--- HOW TO COMPLETE THIS TASK ---
Considering the entries that follow, report how many lines include the string "Llandilo", giving the number alone.

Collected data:
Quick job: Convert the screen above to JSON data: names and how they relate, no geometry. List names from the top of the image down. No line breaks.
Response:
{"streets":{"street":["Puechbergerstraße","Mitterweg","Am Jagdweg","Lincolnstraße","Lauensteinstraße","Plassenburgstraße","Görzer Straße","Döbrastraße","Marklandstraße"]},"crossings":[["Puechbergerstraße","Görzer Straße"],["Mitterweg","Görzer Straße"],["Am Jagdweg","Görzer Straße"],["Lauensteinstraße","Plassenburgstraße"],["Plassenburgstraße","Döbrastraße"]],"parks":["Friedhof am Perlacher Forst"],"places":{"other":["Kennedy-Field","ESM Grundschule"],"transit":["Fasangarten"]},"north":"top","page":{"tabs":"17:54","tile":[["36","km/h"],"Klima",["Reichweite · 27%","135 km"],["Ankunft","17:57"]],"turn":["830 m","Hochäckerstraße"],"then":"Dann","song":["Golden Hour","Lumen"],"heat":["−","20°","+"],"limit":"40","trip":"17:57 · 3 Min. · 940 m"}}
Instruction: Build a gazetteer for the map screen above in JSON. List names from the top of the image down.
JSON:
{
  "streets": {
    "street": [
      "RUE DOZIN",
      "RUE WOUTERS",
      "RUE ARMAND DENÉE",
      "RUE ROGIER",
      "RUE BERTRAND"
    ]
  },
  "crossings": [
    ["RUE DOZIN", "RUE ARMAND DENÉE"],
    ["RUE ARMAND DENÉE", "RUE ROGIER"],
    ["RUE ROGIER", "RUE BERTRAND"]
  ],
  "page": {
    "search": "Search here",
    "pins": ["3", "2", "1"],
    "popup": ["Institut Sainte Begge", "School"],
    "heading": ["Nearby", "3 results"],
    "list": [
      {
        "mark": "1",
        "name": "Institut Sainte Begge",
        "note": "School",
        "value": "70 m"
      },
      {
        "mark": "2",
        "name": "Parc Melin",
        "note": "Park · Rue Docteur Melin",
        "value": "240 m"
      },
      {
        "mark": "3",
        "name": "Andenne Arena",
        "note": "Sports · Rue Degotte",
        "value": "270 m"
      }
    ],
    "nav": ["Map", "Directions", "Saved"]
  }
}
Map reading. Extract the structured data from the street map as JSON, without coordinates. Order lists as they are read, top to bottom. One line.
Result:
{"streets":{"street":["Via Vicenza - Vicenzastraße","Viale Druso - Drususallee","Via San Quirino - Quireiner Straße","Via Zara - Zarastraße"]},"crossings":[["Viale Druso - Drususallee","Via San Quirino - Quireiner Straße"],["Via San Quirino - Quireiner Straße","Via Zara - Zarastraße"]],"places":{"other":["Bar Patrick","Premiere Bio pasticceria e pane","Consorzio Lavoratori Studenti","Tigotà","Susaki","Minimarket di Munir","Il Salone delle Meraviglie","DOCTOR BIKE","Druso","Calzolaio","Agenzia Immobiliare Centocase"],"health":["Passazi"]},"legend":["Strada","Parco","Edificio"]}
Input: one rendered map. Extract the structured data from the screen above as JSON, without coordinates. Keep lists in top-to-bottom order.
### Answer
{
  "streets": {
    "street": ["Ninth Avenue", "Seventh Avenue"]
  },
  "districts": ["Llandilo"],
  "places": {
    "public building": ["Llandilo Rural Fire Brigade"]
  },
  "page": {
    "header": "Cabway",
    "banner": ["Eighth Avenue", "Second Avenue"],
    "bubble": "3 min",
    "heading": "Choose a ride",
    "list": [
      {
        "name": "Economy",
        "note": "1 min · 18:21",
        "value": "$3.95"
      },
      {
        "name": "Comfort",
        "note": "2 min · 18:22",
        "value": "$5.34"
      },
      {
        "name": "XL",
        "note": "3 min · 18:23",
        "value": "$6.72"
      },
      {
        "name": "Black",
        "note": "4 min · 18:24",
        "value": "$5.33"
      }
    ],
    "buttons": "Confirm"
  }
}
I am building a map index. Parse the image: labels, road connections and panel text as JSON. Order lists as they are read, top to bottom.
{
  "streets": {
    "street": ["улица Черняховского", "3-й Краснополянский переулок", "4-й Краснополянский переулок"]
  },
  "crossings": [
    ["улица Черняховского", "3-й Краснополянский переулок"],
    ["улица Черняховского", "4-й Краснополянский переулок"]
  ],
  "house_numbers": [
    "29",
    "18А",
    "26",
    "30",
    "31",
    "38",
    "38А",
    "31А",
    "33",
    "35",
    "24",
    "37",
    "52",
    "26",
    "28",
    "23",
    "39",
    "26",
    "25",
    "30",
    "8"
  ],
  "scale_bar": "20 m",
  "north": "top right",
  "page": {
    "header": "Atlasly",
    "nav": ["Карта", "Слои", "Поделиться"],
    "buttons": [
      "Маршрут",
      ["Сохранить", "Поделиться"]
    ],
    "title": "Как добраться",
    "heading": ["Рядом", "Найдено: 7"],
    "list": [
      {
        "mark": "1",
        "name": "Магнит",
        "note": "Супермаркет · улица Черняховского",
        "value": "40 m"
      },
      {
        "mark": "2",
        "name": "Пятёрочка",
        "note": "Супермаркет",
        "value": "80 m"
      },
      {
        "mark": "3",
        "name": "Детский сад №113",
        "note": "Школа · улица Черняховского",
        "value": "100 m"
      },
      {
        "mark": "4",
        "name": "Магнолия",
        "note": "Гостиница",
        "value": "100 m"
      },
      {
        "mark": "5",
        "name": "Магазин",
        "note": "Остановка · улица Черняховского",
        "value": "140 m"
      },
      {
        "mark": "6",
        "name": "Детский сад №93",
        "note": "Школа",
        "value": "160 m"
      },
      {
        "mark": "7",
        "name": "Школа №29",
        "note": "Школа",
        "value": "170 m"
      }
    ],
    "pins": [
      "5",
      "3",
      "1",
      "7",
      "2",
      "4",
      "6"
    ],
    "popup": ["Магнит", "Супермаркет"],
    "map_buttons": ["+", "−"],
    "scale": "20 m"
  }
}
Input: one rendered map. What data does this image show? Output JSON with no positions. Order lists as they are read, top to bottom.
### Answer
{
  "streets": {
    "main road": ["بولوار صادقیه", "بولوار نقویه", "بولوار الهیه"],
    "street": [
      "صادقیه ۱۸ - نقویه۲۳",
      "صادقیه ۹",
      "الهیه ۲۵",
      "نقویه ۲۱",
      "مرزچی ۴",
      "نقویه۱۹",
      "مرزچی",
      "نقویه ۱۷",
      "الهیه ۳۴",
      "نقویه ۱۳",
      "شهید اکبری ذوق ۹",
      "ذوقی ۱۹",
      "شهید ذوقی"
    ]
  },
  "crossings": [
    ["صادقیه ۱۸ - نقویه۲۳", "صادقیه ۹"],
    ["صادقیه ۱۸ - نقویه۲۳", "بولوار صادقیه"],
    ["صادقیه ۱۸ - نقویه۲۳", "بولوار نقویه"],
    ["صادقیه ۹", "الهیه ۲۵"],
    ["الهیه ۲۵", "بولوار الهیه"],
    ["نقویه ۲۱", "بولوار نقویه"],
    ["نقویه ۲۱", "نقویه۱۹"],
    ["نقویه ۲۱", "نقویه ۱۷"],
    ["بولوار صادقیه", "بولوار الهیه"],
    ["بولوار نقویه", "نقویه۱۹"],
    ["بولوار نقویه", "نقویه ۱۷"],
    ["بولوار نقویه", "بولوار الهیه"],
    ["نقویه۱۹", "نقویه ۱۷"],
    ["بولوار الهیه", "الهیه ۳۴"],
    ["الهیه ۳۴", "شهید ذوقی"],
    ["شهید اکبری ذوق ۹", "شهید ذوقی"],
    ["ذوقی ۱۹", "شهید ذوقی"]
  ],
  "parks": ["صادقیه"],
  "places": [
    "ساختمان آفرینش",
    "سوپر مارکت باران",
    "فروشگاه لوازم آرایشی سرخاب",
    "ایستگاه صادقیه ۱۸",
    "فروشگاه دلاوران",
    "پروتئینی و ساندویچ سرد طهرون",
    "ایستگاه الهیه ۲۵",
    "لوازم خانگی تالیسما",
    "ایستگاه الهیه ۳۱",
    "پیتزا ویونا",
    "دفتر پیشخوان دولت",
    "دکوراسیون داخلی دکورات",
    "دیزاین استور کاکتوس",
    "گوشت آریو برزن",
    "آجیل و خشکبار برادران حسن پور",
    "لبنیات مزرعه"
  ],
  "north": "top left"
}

--- EXPECTED ANSWER ---
2